Nel frattempo, mentre a Vicenza ci si chiede se Matteo Marzotto rimarrà nel Cda della Banca Popolare di Vicenza e alla presidenze di Fiera di Vicenza e del Cuoa di Altavilla (lo abbiamo chiesto a lui per tutto, a Iorio per la Banca e a Variati, sindaco di Vicenza e presidente della Provincia, per Cuoa e Fiera) è stata predisposta la restituzione dei beni sequestrati ai tre imputati: diverse proprietà di cui è difficile stimare esattamente il valore, ma che ammontavano, tenendo conto però della quota degli altri 8 imputati che hanno patteggiato (e i cui beni sono già stati dissequestrati), a circa 65 milioni di euro. Dieci mesi, a fronte dell'anno e quattro mesi chiesti dal PM Ruta, in quanto è stata accettata l'attenuante per l'avvenuto pagamento ("patteggiati" 57 milioni con addirittura uno sconto di 14 miulioni di euro sui 71 stimati dlla GdF...) del debito tributario.
Fatto sta che nonostante l'eccezionalità della notizia siamo di fronte a un evento che rappresenta solo un primo punto a capo di una vicenda tutt'altro che conclusa. La difesa insiste sull'estraneità dei fatti per i tre imputati. Matteo, Diamante e Massimo Caputi non avrebbero avuto parte nella transazione, e in particolare secondo le loro ricostruzioni la Valentino Fashion Group sarebbe stata venduta "a insaputa" del suo stesso presidente.
E ci sarebbe da aggiungere, quasi come nota di colore: nessuno mette in dubbio che un reato ci sia stato. Se è vero che il patteggiamento di 8 imputati su 11 lascia pensare male, è anche vero che il patteggiamento non è un'ammissione di colpa e che una delle difese possibili sarebbe sostenere che l'operazione di vendita in Lussemburgo era legittima (e recentemente c'e stata un'assoluzione per una controversia molto simile legata al marchio Dolce&Gabbana).
Quello che rimane da stabilire, però, per gli imputanti rimasti "alla sbarra" (ma che non erano presenti di persona almeno alle ultime due sedute), è se siano "concorsi" in un reato che sembra dato per scontato.
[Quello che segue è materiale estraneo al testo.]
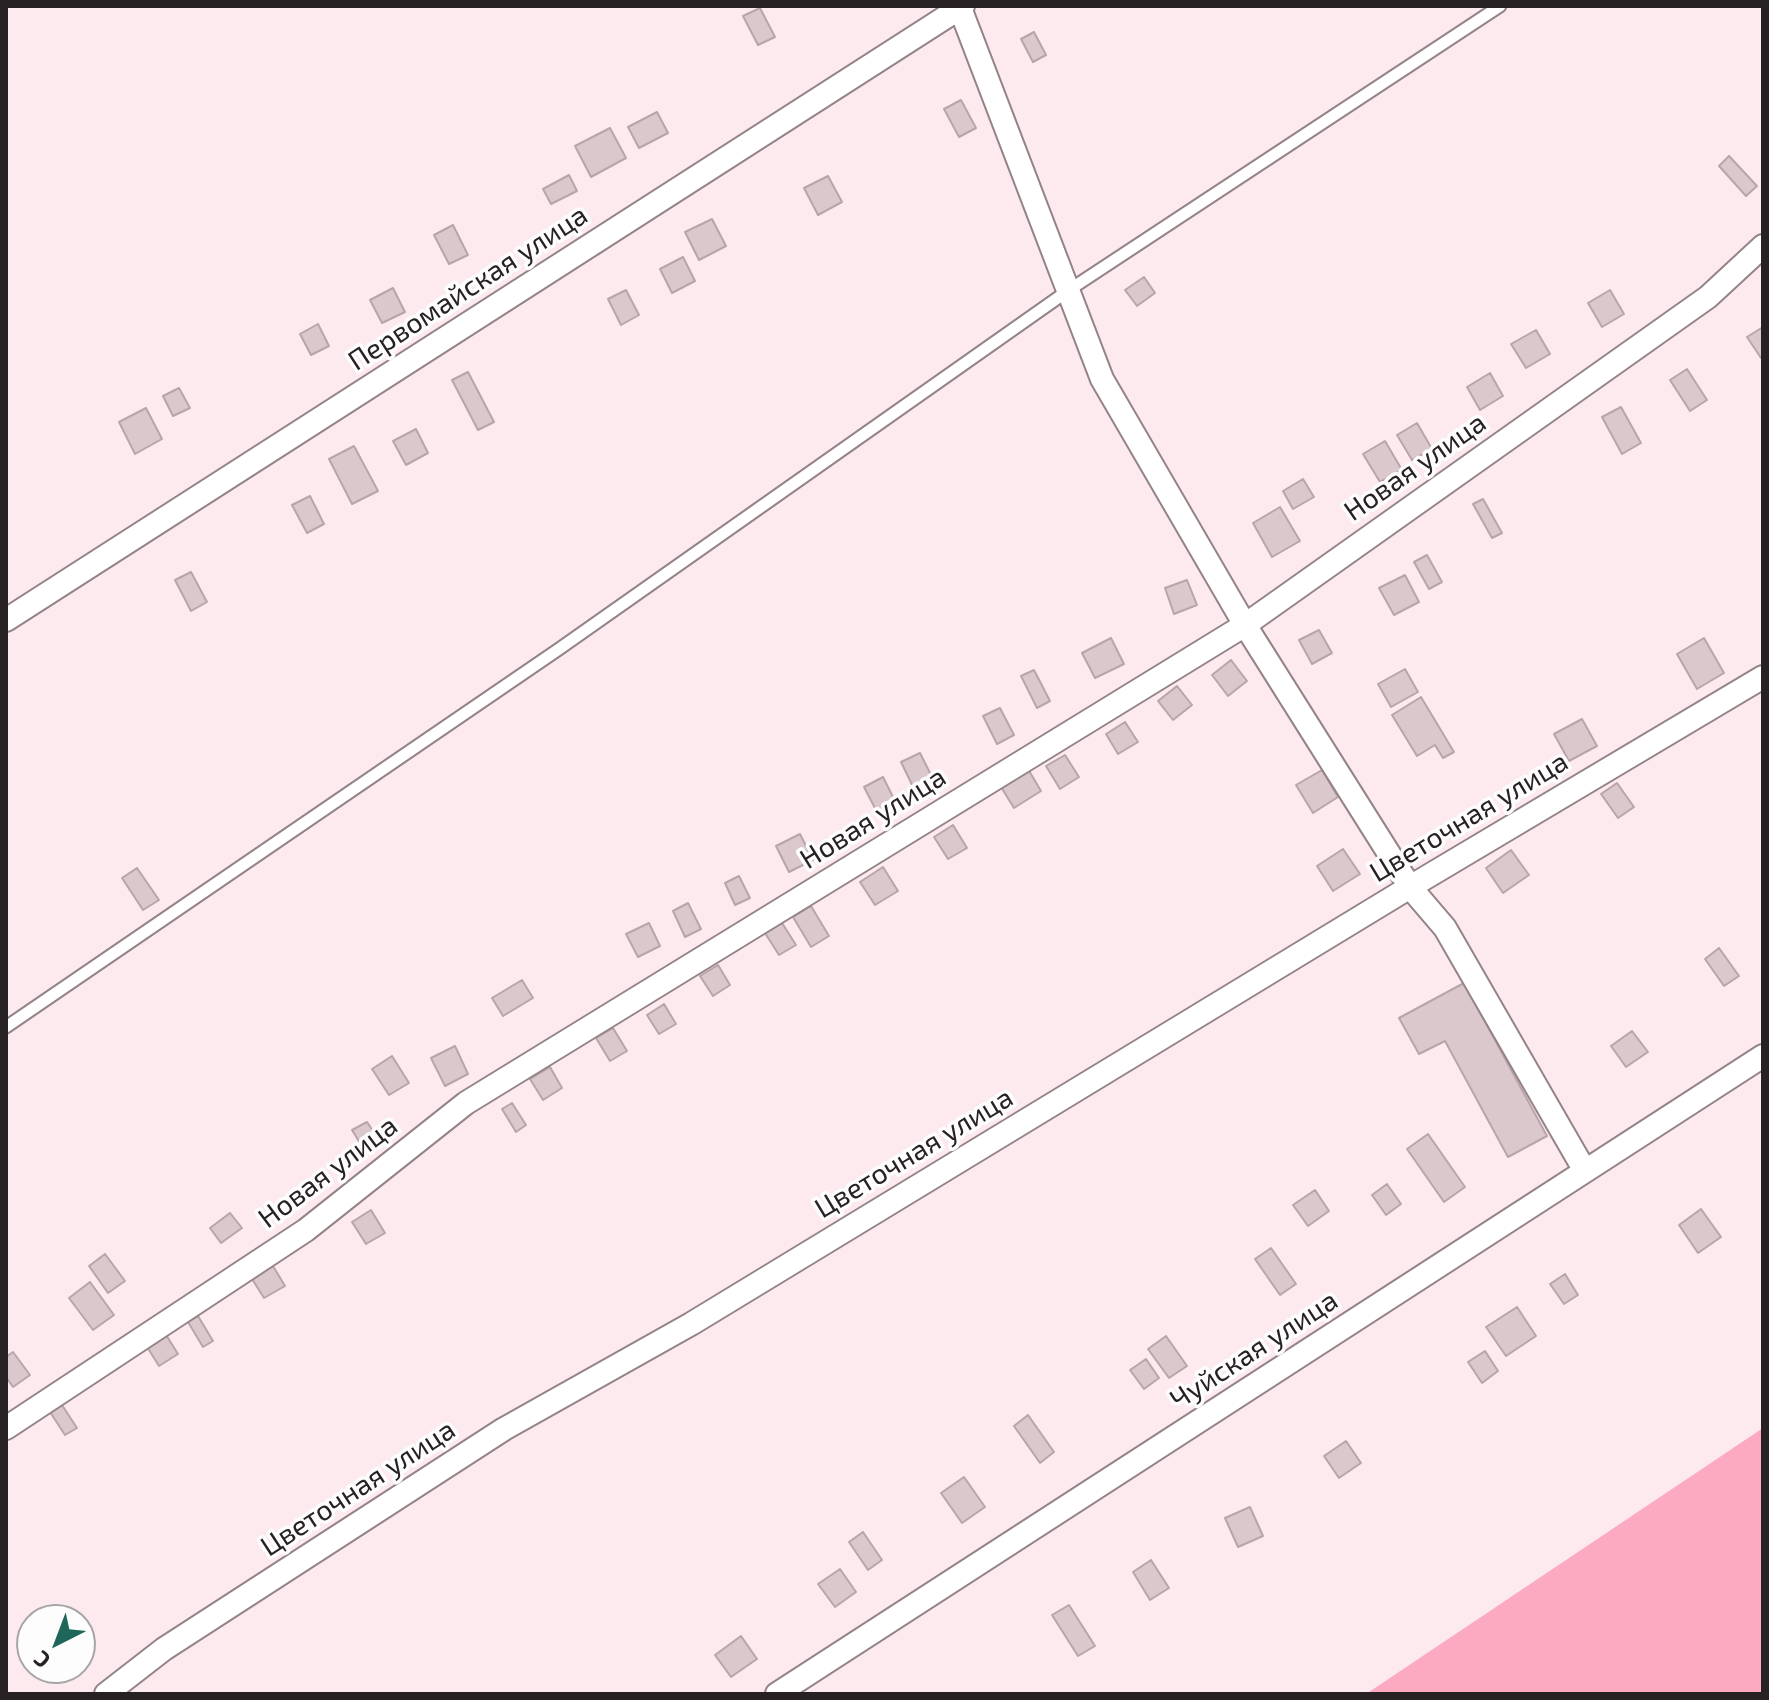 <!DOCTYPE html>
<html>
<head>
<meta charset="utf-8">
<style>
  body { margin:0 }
  #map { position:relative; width:1769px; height:1700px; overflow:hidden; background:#fdeaef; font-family:"Exo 2",sans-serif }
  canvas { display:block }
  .frame { position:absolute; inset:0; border:8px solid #282123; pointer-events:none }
  .north { position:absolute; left:16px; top:1604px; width:80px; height:80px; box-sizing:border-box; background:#fdfdfd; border:2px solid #a8a5a6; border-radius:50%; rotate:222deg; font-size:22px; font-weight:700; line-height:32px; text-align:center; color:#282123 }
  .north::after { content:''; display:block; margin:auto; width:28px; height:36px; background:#1e655a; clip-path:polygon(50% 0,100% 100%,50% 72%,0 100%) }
</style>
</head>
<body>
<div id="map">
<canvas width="1769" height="1700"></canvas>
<div class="frame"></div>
<div class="north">С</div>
</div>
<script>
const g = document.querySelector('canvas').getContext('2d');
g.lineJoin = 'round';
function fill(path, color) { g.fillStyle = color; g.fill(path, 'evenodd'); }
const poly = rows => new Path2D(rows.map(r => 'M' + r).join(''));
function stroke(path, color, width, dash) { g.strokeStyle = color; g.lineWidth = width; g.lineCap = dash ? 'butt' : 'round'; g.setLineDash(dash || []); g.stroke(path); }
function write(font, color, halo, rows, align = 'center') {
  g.font = font + ' "Exo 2",sans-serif'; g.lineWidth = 7; g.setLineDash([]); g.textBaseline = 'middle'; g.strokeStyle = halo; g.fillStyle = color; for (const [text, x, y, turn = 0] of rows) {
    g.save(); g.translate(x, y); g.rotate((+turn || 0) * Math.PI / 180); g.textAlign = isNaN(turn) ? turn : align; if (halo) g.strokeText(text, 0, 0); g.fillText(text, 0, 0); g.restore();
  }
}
fill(poly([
  [1763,1428,1763,1694,1366,1694]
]), '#fcaac2');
const building = poly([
  [760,8,775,37,758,45,743,16,760,8],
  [1034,32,1046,55,1033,62,1021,39,1034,32],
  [961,100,976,128,959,137,944,109,961,100],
  [657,112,668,133,639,148,628,127,657,112],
  [610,128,626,158,591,177,575,146,610,128],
  [1729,156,1757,186,1746,196,1719,166,1729,156],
  [569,175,577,191,551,204,543,189,569,175],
  [828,176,842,202,818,215,804,188,828,176],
  [712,219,726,246,699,260,685,232,712,219],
  [453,225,468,255,449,264,434,235,453,225],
  [683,257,695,281,672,293,660,269,683,257],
  [1144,277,1155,293,1137,306,1125,290,1144,277],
  [393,288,405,312,382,323,370,300,393,288],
  [626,290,639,315,621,325,608,299,626,290],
  [1610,290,1624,314,1602,327,1588,303,1610,290],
  [318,324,329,346,311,355,300,334,318,324],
  [1763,327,1763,356,1761,358,1747,337,1763,327],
  [1536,330,1550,354,1526,368,1511,344,1536,330],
  [1687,369,1707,400,1690,411,1670,380,1687,369],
  [468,372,494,422,478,430,452,380,468,372],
  [1490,373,1503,396,1480,410,1467,387,1490,373],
  [179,388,190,408,173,416,163,396,179,388],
  [1621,407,1641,443,1622,454,1602,417,1621,407],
  [146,408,162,439,135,454,119,422,146,408],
  [1417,423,1432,449,1412,460,1397,435,1417,423],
  [416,429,428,453,406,465,393,441,416,429],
  [1385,441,1402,470,1380,482,1363,454,1385,441],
  [354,446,378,491,352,504,329,459,354,446],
  [1303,479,1314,497,1293,509,1283,491,1303,479],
  [310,496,324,524,307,533,292,505,310,496],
  [1483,499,1502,533,1492,538,1473,504,1483,499],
  [1280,507,1300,541,1272,557,1253,523,1280,507],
  [1427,555,1442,582,1429,589,1414,562,1427,555],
  [191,572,207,602,191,611,175,580,191,572],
  [1405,575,1419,602,1394,615,1379,588,1405,575],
  [1187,580,1197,605,1174,614,1165,588,1187,580],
  [1319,630,1332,653,1312,664,1299,640,1319,630],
  [1111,638,1124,664,1095,678,1082,653,1111,638],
  [1704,638,1724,673,1697,689,1677,654,1704,638],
  [1231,660,1247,681,1228,696,1212,675,1231,660],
  [1405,669,1418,692,1391,707,1378,684,1405,669],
  [1034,670,1050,701,1037,708,1021,676,1034,670],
  [1177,686,1192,705,1173,720,1158,701,1177,686],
  [1421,697,1454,752,1443,758,1435,745,1417,756,1392,715,1421,697],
  [1000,708,1014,735,997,744,983,716,1000,708],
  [1582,719,1597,746,1569,761,1554,734,1582,719],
  [1125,722,1138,742,1118,754,1106,734,1125,722],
  [920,753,935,783,916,793,901,762,920,753],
  [1065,755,1079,777,1060,789,1046,766,1065,755],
  [1028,769,1041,791,1014,808,1001,787,1028,769],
  [1322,770,1338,797,1313,813,1296,785,1322,770],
  [883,777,898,807,879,816,864,787,883,777],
  [1617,783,1634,807,1618,818,1601,794,1617,783],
  [953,825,967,848,948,859,934,837,953,825],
  [800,834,813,860,789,872,776,846,800,834],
  [1343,849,1360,874,1333,891,1317,866,1343,849],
  [1511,850,1529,875,1503,893,1486,868,1511,850],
  [883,867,898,891,875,905,860,882,883,867],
  [137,868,159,900,143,910,122,878,137,868],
  [739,876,750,898,735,905,725,883,739,876],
  [688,903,701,929,685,937,673,911,688,903],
  [811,906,829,936,811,947,793,917,811,906],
  [649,923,660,946,638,957,626,934,649,923],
  [782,923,796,945,779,955,765,933,782,923],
  [1719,948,1739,976,1724,986,1705,959,1719,948],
  [718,965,730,985,713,996,700,976,718,965],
  [522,980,533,998,503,1016,492,998,522,980],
  [1464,983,1547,1136,1508,1157,1445,1041,1419,1054,1399,1018,1464,983],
  [664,1004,676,1024,659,1034,647,1015,664,1004],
  [613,1028,627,1051,610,1061,596,1038,613,1028],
  [1632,1031,1648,1052,1626,1067,1611,1046,1632,1031],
  [455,1046,468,1074,445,1086,431,1058,455,1046],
  [392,1056,409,1083,389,1095,372,1069,392,1056],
  [550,1067,562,1088,543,1100,530,1079,550,1067],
  [512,1103,526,1125,516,1132,502,1109,512,1103],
  [367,1122,381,1143,366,1153,352,1130,367,1122],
  [1428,1134,1465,1187,1444,1202,1407,1149,1428,1134],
  [1387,1184,1401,1204,1386,1215,1372,1195,1387,1184],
  [1315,1190,1329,1211,1308,1226,1293,1205,1315,1190],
  [1701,1209,1721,1237,1698,1253,1679,1225,1701,1209],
  [371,1210,385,1233,366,1244,352,1222,371,1210],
  [230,1213,242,1228,221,1243,210,1228,230,1213],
  [1271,1248,1296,1284,1280,1295,1255,1259,1271,1248],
  [105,1254,125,1281,108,1293,89,1266,105,1254],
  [273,1266,285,1286,264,1298,252,1279,273,1266],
  [1565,1274,1578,1295,1564,1304,1550,1284,1565,1274],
  [90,1282,114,1315,93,1330,69,1298,90,1282],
  [1517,1307,1536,1336,1506,1356,1486,1327,1517,1307],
  [198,1316,213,1341,203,1347,188,1322,198,1316],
  [163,1330,178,1354,159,1366,144,1342,163,1330],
  [1166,1336,1187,1366,1169,1378,1148,1349,1166,1336],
  [1485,1351,1498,1371,1482,1383,1468,1362,1485,1351],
  [13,1352,30,1375,13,1387,6,1377,6,1357,13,1352],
  [1146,1359,1159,1378,1144,1389,1130,1370,1146,1359],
  [62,1405,77,1428,65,1435,50,1412,62,1405],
  [1028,1415,1054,1452,1040,1463,1014,1426,1028,1415],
  [1346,1441,1361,1463,1339,1478,1324,1456,1346,1441],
  [964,1477,985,1507,962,1523,941,1493,964,1477],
  [1250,1507,1263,1536,1238,1547,1225,1518,1250,1507],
  [863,1532,882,1560,868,1570,849,1542,863,1532],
  [1151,1560,1169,1588,1150,1600,1133,1572,1151,1560],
  [840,1569,856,1592,835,1607,818,1584,840,1569],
  [1069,1605,1095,1646,1078,1656,1052,1615,1069,1605],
  [741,1636,757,1659,731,1677,715,1655,741,1636]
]);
fill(building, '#dac8cc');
stroke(building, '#b7a5aa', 2);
const lane = poly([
  [6,1027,559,649,1069,290,1500,6]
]);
const street = poly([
  [960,8,1102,379,1245,625,1410,887,1445,928,1585,1171],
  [6,620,963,6],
  [6,1428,306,1230,466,1103,1245,625,1708,297,1763,246],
  [106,1694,164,1649,504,1429,691,1324,1410,887,1763,677],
  [777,1694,1763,1056]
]);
stroke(lane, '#948387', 15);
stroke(street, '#948387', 26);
stroke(lane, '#fff', 11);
stroke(street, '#fff', 22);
write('28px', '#282123', '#fdfdfd', [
  ["Первомайская улица",468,288,-33],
  ["Новая улица",1415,467,-35],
  ["Цветочная улица",1469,817,-31],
  ["Новая улица",873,818,-32],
  ["Цветочная улица",914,1153,-31],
  ["Новая улица",328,1172,-37],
  ["Чуйская улица",1254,1350,-33],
  ["Цветочная улица",358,1488,-33]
]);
</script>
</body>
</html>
Insomma, in attesa di ulteriori sviluppi ci sono molti dubbi e poche certezze. Certo è che la Valentino fashion Group non è più proprietà dei Marzotto, ma è dubbio se Matteo fosse favorevole o contrario a questa decisione. Certo è che al fisco italiano sono stati restituiti 57 dei 71 milioni che sarebbero stati evasi...
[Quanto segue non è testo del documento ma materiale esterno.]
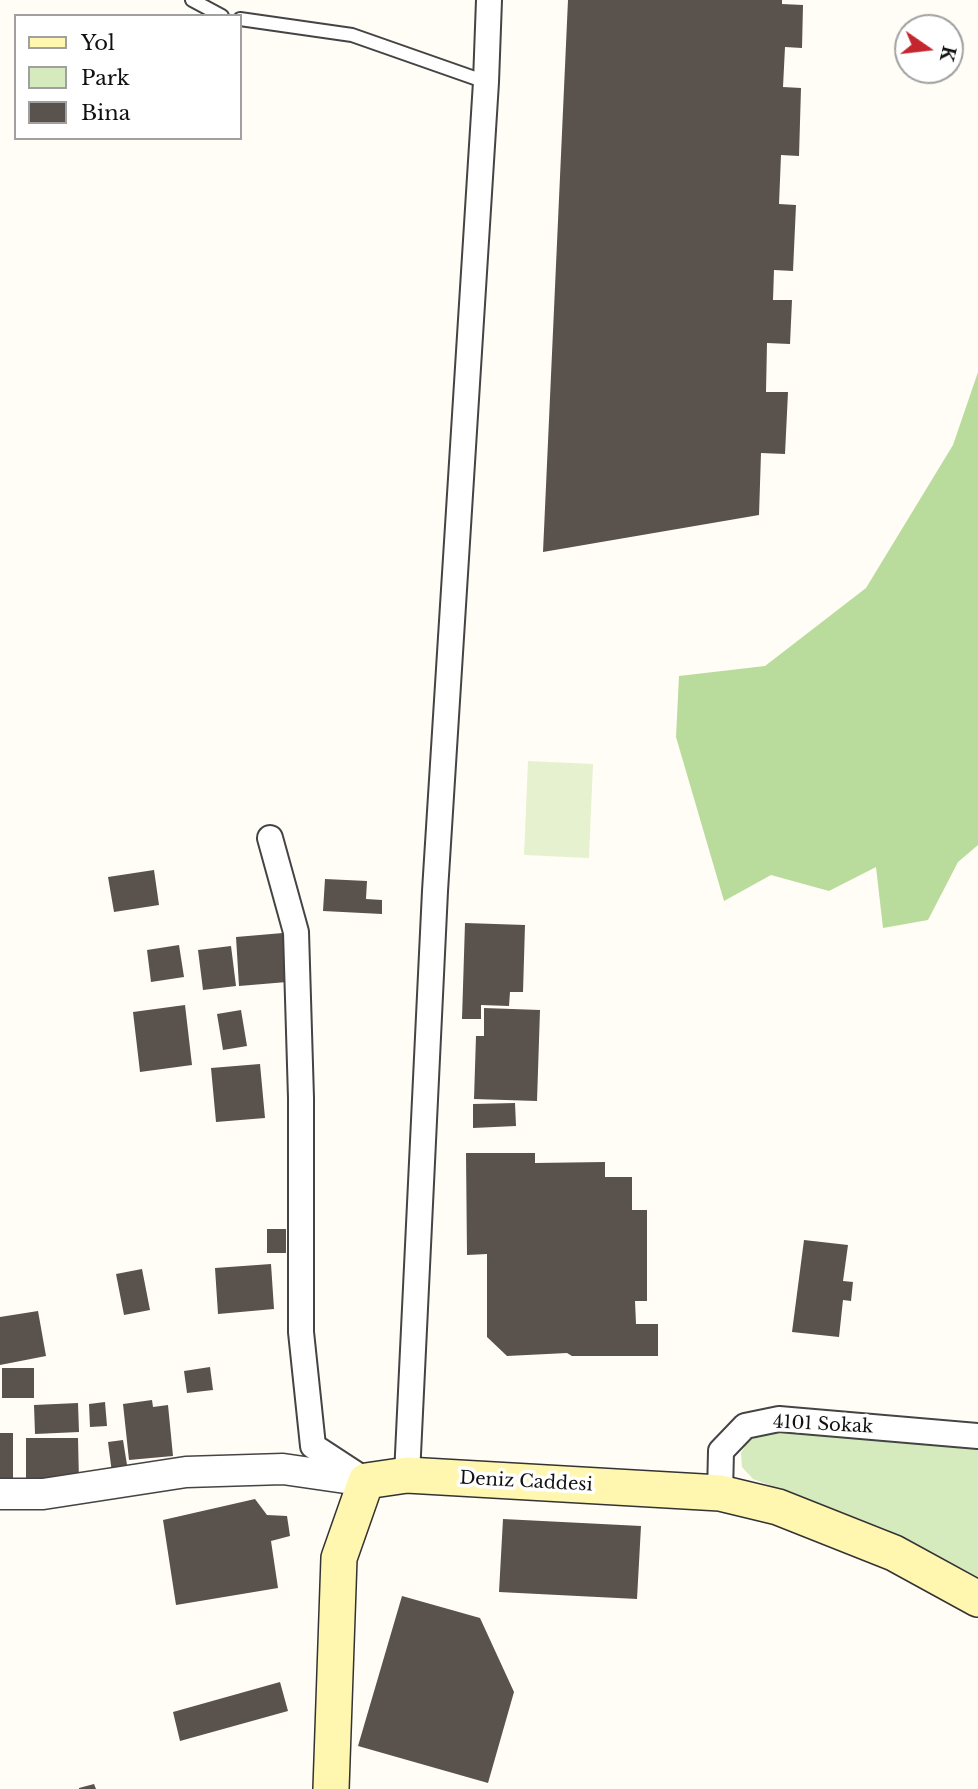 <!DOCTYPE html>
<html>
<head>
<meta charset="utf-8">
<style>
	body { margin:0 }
	#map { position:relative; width:978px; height:1789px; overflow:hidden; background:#fffdf5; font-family:"Libre Baskerville",serif }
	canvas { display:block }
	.legend { position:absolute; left:14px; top:14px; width:228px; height:126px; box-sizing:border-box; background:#fff; border:2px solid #a0a0a0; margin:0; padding:9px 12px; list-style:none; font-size:21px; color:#111 }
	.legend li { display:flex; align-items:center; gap:14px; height:35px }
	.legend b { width:35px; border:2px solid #a0a0a0 }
	.north { position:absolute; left:894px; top:14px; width:70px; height:70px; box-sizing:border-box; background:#fff; border:2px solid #a0a0a0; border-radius:50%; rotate:104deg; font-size:19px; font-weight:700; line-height:28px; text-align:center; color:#111 }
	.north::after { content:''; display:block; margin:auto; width:24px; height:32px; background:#c4262e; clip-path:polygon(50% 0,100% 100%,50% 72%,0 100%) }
</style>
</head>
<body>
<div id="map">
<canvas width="978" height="1789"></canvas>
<ul class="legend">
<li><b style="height:9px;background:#fff6b0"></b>Yol</li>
<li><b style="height:19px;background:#d5ebbd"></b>Park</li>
<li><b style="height:19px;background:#5a524d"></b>Bina</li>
</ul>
<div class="north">K</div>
</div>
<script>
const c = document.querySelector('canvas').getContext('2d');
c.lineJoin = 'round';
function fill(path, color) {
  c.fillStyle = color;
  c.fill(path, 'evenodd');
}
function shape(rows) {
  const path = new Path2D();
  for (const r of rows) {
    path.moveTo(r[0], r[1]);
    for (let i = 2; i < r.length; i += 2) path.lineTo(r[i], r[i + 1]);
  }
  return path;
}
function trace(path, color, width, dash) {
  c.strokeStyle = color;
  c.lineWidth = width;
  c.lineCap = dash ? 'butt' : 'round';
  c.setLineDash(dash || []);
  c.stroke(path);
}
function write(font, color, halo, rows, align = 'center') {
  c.font = font + ' "Libre Baskerville",serif';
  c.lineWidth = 7;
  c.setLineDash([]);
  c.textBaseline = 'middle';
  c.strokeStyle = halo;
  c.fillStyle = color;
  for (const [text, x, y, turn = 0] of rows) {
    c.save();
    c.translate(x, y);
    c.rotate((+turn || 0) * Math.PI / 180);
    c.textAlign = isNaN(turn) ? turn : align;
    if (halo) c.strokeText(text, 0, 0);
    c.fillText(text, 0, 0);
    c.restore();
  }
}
fill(shape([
	[774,1429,978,1446,978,1577,886,1529,753,1479,742,1467,741,1453,749,1439]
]), '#d5ebbd');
fill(shape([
	[978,372,978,845,958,862,928,920,883,928,876,867,829,891,771,875,724,901,676,737,679,676,765,666,866,588,953,445]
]), '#b9dc9c');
fill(shape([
	[528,761,593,764,589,858,524,855]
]), '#e6f2cf');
fill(shape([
	[568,0,782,0,782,4,803,5,802,48,785,47,783,87,801,88,799,156,781,155,779,204,796,205,793,271,774,270,773,300,792,300,790,344,767,343,766,392,788,392,785,454,761,453,759,515,543,552],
	[154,870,159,905,114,912,108,877],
	[325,879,367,881,366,899,382,900,382,914,323,911],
	[465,923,525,925,523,992,510,992,509,1006,481,1005,481,1019,462,1019],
	[283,933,287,982,239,986,236,937],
	[179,945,184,977,151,982,147,950],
	[231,946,236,986,203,990,198,950],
	[185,1005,192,1065,140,1072,133,1012],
	[484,1008,540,1010,537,1101,474,1099,476,1036,484,1036],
	[241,1010,247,1046,223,1050,217,1014],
	[260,1064,265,1118,216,1122,211,1068],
	[515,1103,516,1126,473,1128,473,1104],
	[466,1153,535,1153,535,1163,605,1162,605,1177,632,1177,632,1210,647,1210,647,1301,635,1301,636,1324,658,1324,658,1356,572,1356,567,1353,507,1356,487,1337,487,1254,467,1255],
	[267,1229,286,1229,286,1253,267,1253],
	[804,1240,848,1245,843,1281,853,1282,851,1301,843,1300,839,1337,792,1332],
	[271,1264,274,1309,218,1314,215,1268],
	[142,1269,150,1310,124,1315,116,1274],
	[38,1311,46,1356,0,1365,0,1317],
	[210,1367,213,1390,187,1393,184,1371],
	[2,1368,34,1368,34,1398,2,1398],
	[152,1400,153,1407,168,1405,173,1456,129,1460,123,1404],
	[105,1402,107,1426,90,1427,89,1404],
	[78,1403,79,1432,35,1434,34,1405],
	[0,1433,13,1433,13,1485,0,1485],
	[26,1438,78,1438,79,1481,26,1481],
	[123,1440,128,1471,112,1473,108,1442],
	[255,1499,267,1515,287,1516,290,1536,271,1541,278,1588,176,1605,163,1520],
	[503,1519,641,1526,637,1599,499,1592],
	[402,1596,480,1618,514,1692,488,1783,358,1746],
	[280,1682,288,1711,180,1741,173,1712],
	[94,1784,96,1789,79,1789,79,1788]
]), '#5a524d');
const service = shape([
	[192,0,222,16],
	[240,19,352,35,486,82]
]);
const minor = shape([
	[270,838,296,932,301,1098,301,1332,313,1446,365,1480],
	[407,1475,435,891,486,82,489,0],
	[720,1493,721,1451,745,1426,779,1419,978,1436]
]);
const tertiary = shape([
	[0,1494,43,1494,186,1472,283,1469,366,1481]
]);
const secondary = shape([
	[331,1789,339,1558,366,1481,407,1475,720,1493,778,1507,894,1553,978,1599]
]);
trace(service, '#444', 16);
trace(minor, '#444', 28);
trace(tertiary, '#444', 33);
trace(secondary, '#333', 38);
trace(service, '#fff', 12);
trace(minor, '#fff', 24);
trace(tertiary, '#fff', 30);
trace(secondary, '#fff6b0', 35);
write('18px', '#111', '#fff', [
	["4101 Sokak",823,1425,3],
	["Deniz Caddesi",526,1482,3]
]);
</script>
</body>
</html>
È, infine, da stabilire, pare, "in che modo" (è quello che chiede la difesa) Matteo e Diamante Marzotto, e Massimo Caputi siano coinvolti in questa vicenda, anche se pare che "in qualche modo" (come sosteneva l'accusa) ne siano invischiati. Un "in qualche modo" che per la difesa è del tutto insufficiente, ma che per il momento al giudice è bastato per emettere un verdetto di colpevolezza.